In memoriam Tabea Blumenschein

Grabrede von Ulrike Ottinger
Eingeführt und gesprochen von Elfi Mikesch am 24. September 2020 auf dem St.-Matthäus-Kirchhof Berlin

„Sie, eine Frau von hoher Schönheit, geschaffen wie keine andere, Medea, Madonna, Iphigenie, Aspasia zu sein, beschloss an einem sonnigen Wintertag, ihrer Einsamkeit zu entfliehen und La Rotonda zu verlassen. Sie löste ein Ticket „Allez – Jamais Retour. Berlin Tegel“.

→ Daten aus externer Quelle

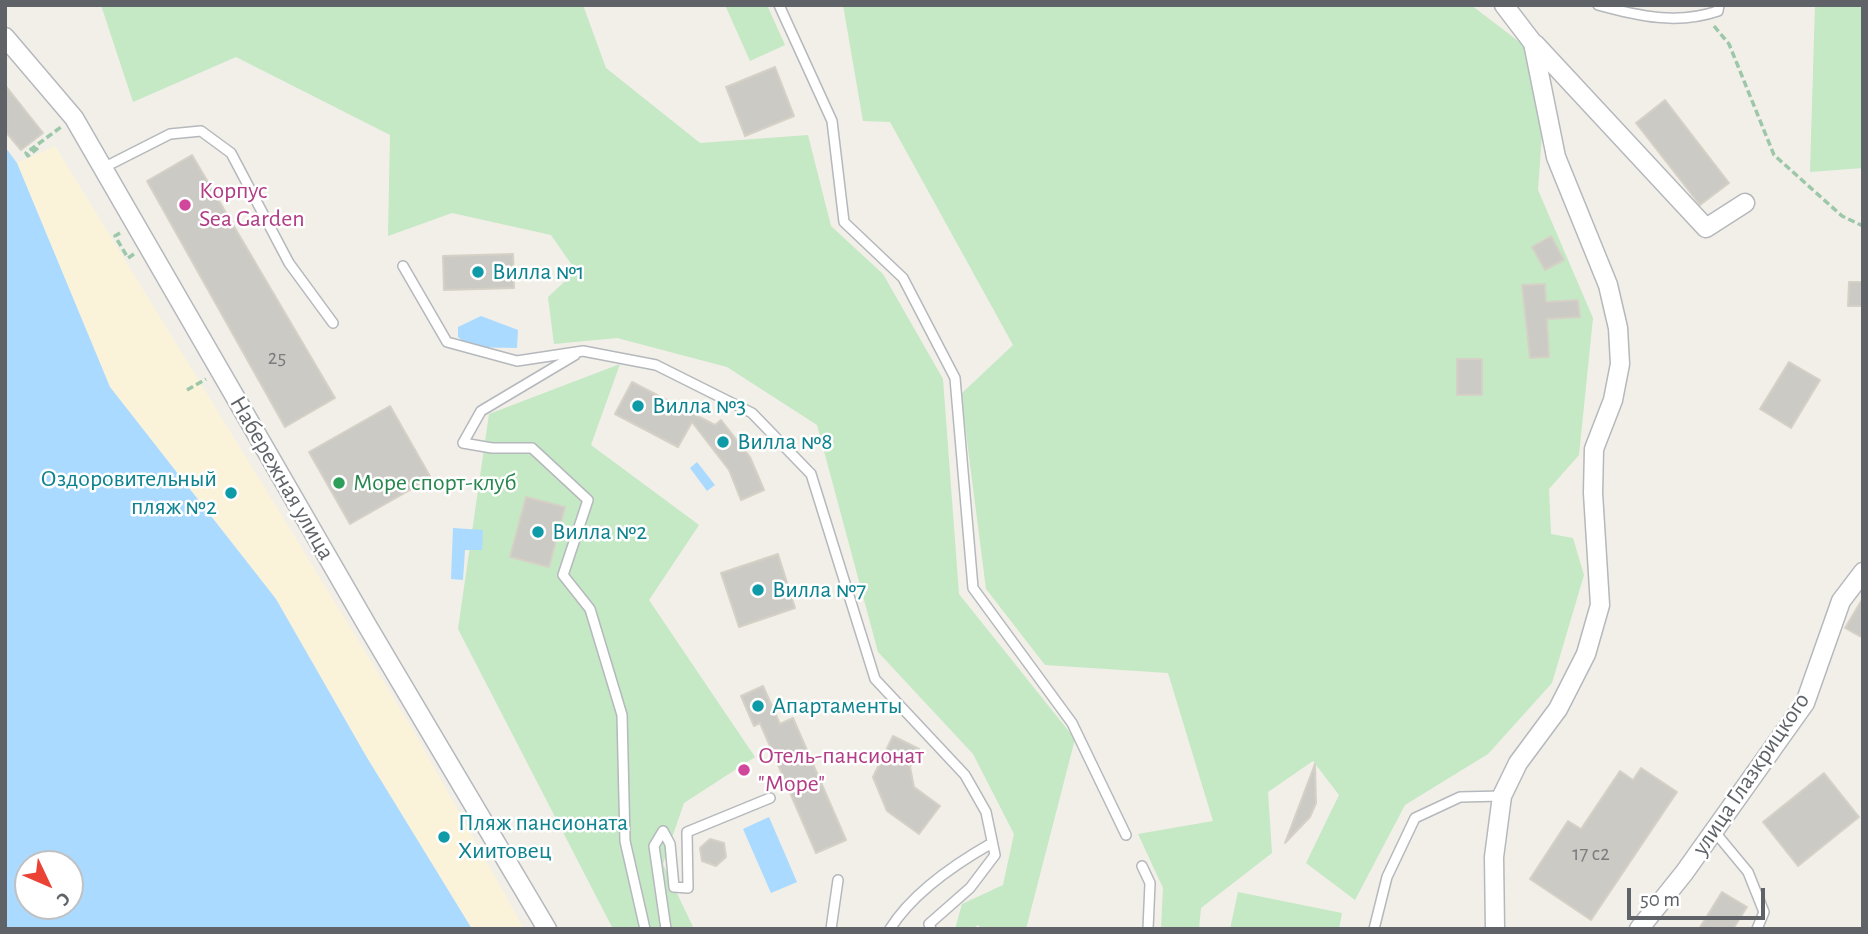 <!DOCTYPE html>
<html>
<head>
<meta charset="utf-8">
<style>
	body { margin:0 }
	#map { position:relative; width:1868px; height:934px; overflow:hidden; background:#f1efe8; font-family:"Alegreya Sans",sans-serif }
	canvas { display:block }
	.frame { position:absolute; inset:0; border:7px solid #5f6368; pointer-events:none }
	.north { position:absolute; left:14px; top:850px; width:70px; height:70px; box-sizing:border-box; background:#fff; border:2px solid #bfc1c3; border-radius:50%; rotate:134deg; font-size:19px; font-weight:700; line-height:28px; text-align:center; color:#5f6368 }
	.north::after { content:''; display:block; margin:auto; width:24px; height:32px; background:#ea4335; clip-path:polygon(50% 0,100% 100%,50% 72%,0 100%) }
	.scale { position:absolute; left:1627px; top:888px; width:138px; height:32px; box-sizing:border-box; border:4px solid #5f6368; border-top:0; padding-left:9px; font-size:21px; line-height:24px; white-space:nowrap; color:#5f6368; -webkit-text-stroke:5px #fff; paint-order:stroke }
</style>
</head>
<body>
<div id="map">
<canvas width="1868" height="934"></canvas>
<div class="frame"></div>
<div class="north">С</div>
<div class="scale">50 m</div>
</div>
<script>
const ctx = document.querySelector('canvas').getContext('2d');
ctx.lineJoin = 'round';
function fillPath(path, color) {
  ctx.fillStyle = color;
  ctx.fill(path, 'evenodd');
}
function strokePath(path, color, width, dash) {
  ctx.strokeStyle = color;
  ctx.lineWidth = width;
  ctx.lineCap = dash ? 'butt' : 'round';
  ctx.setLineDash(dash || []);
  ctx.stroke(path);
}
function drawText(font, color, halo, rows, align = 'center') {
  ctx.font = font + ' "Alegreya Sans",sans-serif';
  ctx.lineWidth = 5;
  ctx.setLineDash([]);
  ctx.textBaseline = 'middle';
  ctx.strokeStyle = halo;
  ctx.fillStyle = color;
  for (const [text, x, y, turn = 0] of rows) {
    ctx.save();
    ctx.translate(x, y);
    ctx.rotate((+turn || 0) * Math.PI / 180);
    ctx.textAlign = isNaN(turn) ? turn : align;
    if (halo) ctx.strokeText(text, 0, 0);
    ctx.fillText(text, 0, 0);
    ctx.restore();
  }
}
const green = new Path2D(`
	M101,5H583L606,68L700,143L808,135L831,226L883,274L943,379L959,594L1075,739L1026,929H982L978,925L972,929H955L962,904L1003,885L1014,834L973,754L878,652L817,425L727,367L617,338L554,344L548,297L576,271L551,235L452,213L388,236L390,135L236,57L133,102Z
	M725,5H767L785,45L750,61Z
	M843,5H1471L1547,63L1538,190L1593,318L1579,455L1549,489L1551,534L1573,538L1584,575L1552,683L1488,754L1405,805L1355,900L1306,863L1339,795L1313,761L1268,792L1272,853L1201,908L1199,929H1161L1163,888L1138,834L1213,821L1168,673L1045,665L986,589L961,394L1013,345L890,122L863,121Z
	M1815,5H1863V168L1810,172Z
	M620,364L591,445L699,525L649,600L755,757L684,803L663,864L694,929H613L458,629L489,414Z
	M1238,892L1342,913L1339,929H1230Z`);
const sand = new Path2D(`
	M55,146L413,730L524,929H472L366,756L276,599L110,387L17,163Z`);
const water = new Path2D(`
	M5,147L17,163L110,387L276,599L366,756L472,929H5ZM28,864H70V906H28Z
	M481,316L518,330L517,348L470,347L458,337V327Z
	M697,462L715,485L707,491L690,468Z
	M453,528L483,530L482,550H465L463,580L451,579Z
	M769,817L797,882L771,893L743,829Z`);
const building = new Path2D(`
	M775,67L794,116L745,136L726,87Z
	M5,85L43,133L21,150L5,131Z
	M1665,100L1729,183L1700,205L1636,123Z
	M192,155L335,398L285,427L147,181Z
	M1551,236L1564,260L1545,270L1532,247Z
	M513,254L514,288L444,290L443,256Z
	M1849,282H1863V306H1848Z
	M1545,284L1546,302L1578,300L1580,317L1547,319L1549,357L1530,358L1522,285Z
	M1457,359H1482V395H1457Z
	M1789,362L1820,380L1791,428L1760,409Z
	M632,382L715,425L721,420L750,457L764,490L741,500L729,470L692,422L678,447L615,414Z
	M390,406L431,478L350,524L309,452Z
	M526,497L565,507L549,567L510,557Z
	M778,554L795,608L739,627L721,573Z
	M1863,598V638L1845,628Z
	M763,686L780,724L793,718L846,840L816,853L760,723L754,726L741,696Z
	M893,736L919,749L910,767L914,787L940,806L919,834L887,811L873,777Z
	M1315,764L1316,803L1310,817L1285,843Z
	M1641,768L1677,792L1591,920L1530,879L1568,821L1581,829L1620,771L1633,780Z
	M1824,773L1859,817L1798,866L1763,822Z
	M710,839L724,843L726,857L716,866L702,861L700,848Z
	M1722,892L1747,907L1733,929H1699Z`);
const path = new Path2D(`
	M1714,26L1729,44L1774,155L1842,216L1863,226
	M38,148L28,156L26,153L61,127
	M120,233L115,236L128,258L134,254
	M187,390L206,379`);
const lane = new Path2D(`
	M779,5L832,121L844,222L903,278L955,378L973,588L1072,723L1126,835
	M1598,5C1638,16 1677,25 1718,11L1719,5
	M103,168L170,134L201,131L231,153L289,263L333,323
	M403,266L447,342L517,361L583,351L656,365L752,413L811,474L875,679L965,775L986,812L995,855L970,888L929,924L931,929
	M575,355L481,411L463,443L492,448H532L588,500L563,575L590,609L622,715L625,841L645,929
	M1714,831L1748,872L1764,912L1757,929
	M1142,866L1150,883L1148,929
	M666,929L654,846L663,831L670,844L674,887L688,888L687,832L770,798
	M831,929L838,880
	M890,929C913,892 955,864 992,843
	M1374,929L1387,877L1415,818L1460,797L1502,796`);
const street = new Path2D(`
	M5,37L74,118L368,627L547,929
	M1535,44L1706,228L1745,203
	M1495,929L1494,857L1502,796L1518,763L1558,709L1586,654L1600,605L1593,493L1594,449L1613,400L1620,364L1618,328L1608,285L1556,157L1533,43L1504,5
	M1639,929L1684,873L1805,703L1841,601L1863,572`);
const markers = [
	[185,205,7,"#d1479c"],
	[478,272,7,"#0f9aa8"],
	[638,406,7,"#0f9aa8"],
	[723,442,7,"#0f9aa8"],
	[339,483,7,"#2e9e5b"],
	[231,493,7,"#0f9aa8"],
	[538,532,7,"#0f9aa8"],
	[758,590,7,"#0f9aa8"],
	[758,706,7,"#0f9aa8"],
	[744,770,7,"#d1479c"],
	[444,837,7,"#0f9aa8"]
];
const numberNames = [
	["25",277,358],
	["17 с2",1591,854]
];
const hotelNames = [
	["Корпус",199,191],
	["Sea Garden",199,219],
	["Отель-пансионат",758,756],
	["\"Море\"",758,784]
];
const cultureNames = [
	["Вилла №1",492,272],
	["Вилла №3",652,406],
	["Вилла №8",737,442],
	["Оздоровительный",217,479,"right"],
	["пляж №2",217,507,"right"],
	["Вилла №2",552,532],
	["Вилла №7",772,590],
	["Апартаменты",772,706],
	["Пляж пансионата",458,823],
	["Хиитовец",458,851]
];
const streetNames = [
	["Набережная улица",282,478,60],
	["улица Глазкрицкого",1751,774,-56]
];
const leisureNames = [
	["Море спорт-клуб",353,483]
];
fillPath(green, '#c5e8c5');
fillPath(sand, '#fbf3d9');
fillPath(water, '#aadaff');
fillPath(building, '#cccac5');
strokePath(building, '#d6d1c6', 2);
strokePath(lane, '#b5b8bc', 12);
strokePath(street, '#b5b8bc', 21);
strokePath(path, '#9cc7a9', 3.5, [7, 3.5]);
strokePath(lane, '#fff', 9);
strokePath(street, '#fff', 18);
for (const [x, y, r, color] of markers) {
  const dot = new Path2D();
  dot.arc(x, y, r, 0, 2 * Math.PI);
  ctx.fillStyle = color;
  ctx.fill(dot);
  strokePath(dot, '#fff', 2.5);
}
drawText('21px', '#7a7d7f', null, numberNames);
drawText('24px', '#b23c85', '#fff', hotelNames, 'left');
drawText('24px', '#0d838f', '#fff', cultureNames, 'left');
drawText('24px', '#5f6368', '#fff', streetNames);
drawText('24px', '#27864d', '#fff', leisureNames, 'left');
</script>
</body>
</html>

So beginnt im Jahr 1979 mein Film „Bildnis einer Trinkerin“, und die Frau von hoher Schönheit, für die ich diesen Text schrieb, war Tabea Blumenschein. Im Februar ist sie, die Tochter Banater Schwaben, mit 67 Jahren gestorben.
Tabea Blumenschein liebte die Verwandlung. Neun Jahre lebten und arbeiteten wir in den 70er-Jahren zusammen.
In hunderten von Fotosessions, in denen Alles in der Wohnung als Draperie und Requisite diente, loteten wir Möglichkeiten von Gestik, Haltung und Mimik aus. Schon im ersten Film „Laokoon und Söhne“, der die Verwandlungsgeschichte der Esmeralda del Rio erzählt, wechselt Tabea schnell ihre Rollen: von der Diva zum Matrosen, vom Dandy zum Hawaiimädchen, von der Piratenkönigin „Madame X“ zur „Trinkerin“.
Nur sie konnte so spielen, unbekümmert gegenüber allen Konventionen.
Und so hieß unsere erste Arbeit in Berlin, eine Performance in der Galerie Ars Media 1973: „Transformer- Deformer“.
Ihr Erscheinen auf der Leinwand und auch im Alltag auf der Straße löste große Faszination aus, ohne dass man genau beschreiben konnte, worin diese lag.
Für ihre exzentrischen Auftritte bot ich ihr besondere Spielstätten in den Filmen, seien es die trostlosen Trinkorte der zerrissenen Metropole, die Bühnenkulissen vor dem Meeresrauschen oder dichte Pflanzenwelten, in denen sie sich als Paradiesvogel bewegte.
Ihre Erscheinungen, vor allem die der Madame X und der Trinkerin, regten zu Projektionen an und machten sie zur Kultfigur der feministischen Bewegung und des Undergrounds.
Es folgten Irrwege, die selbstzerstörend waren, unter anderem in die rechtsextremistische Szene, an deren Schlusspunkt ihr Film „Zagarbata“ stand.
1983 spielte sie noch einmal in meinem Film „Dorian Gray im Spiegel der Boulevardpresse“ an der Seite von Veruschka.
Nach ihrer Zeit bei der „Tödlichen Doris“ und im Kreis der „Genialen Dilettanten“ zog sie sich in ihre gezeichnete und gemalte Bilderwelt zurück, die vom poetischen Glitzern einer aus der Ferne grüßenden Diva erzählen.
Wir trafen uns weiterhin, um über ihre Zeichnungen und Bilder zu sprechen, von denen ich über die Jahre hin viele erwarb.
So ist eine Sammlung entstanden, die über ihren Tod hinaus besteht.
In den letzten Monaten habe mich intensiv mit diesem Vermächtnis von Tabea beschäftigt.
Daraus entstand ein Projekt, in dem ich ihre bildkünstlerischen Arbeiten mit meinen Fotografien von ihr aus der Zeit unserer Performance-Sessions zusammenbringe. Geplant ist ein Doppelband, in dem sich beide Perspektiven begegnen, und eine Ausstellung in der Berlinischen Galerie 2022, der ich meine Arbeiten von Tabea schenken möchte.
Tabea wohnte seit der Wende in der Allee der Kosmonauten, ein Name, der wie eine Startrampe klingt zu einer unbekannten Reise ins All, wo Erdenschwere sich in Schwerelosigkeit verwandelt.

Wenn wir in den nächtlichen Himmel blicken, können wir ihr wieder begegnen, verwandelt in die schönsten Sternzeichen.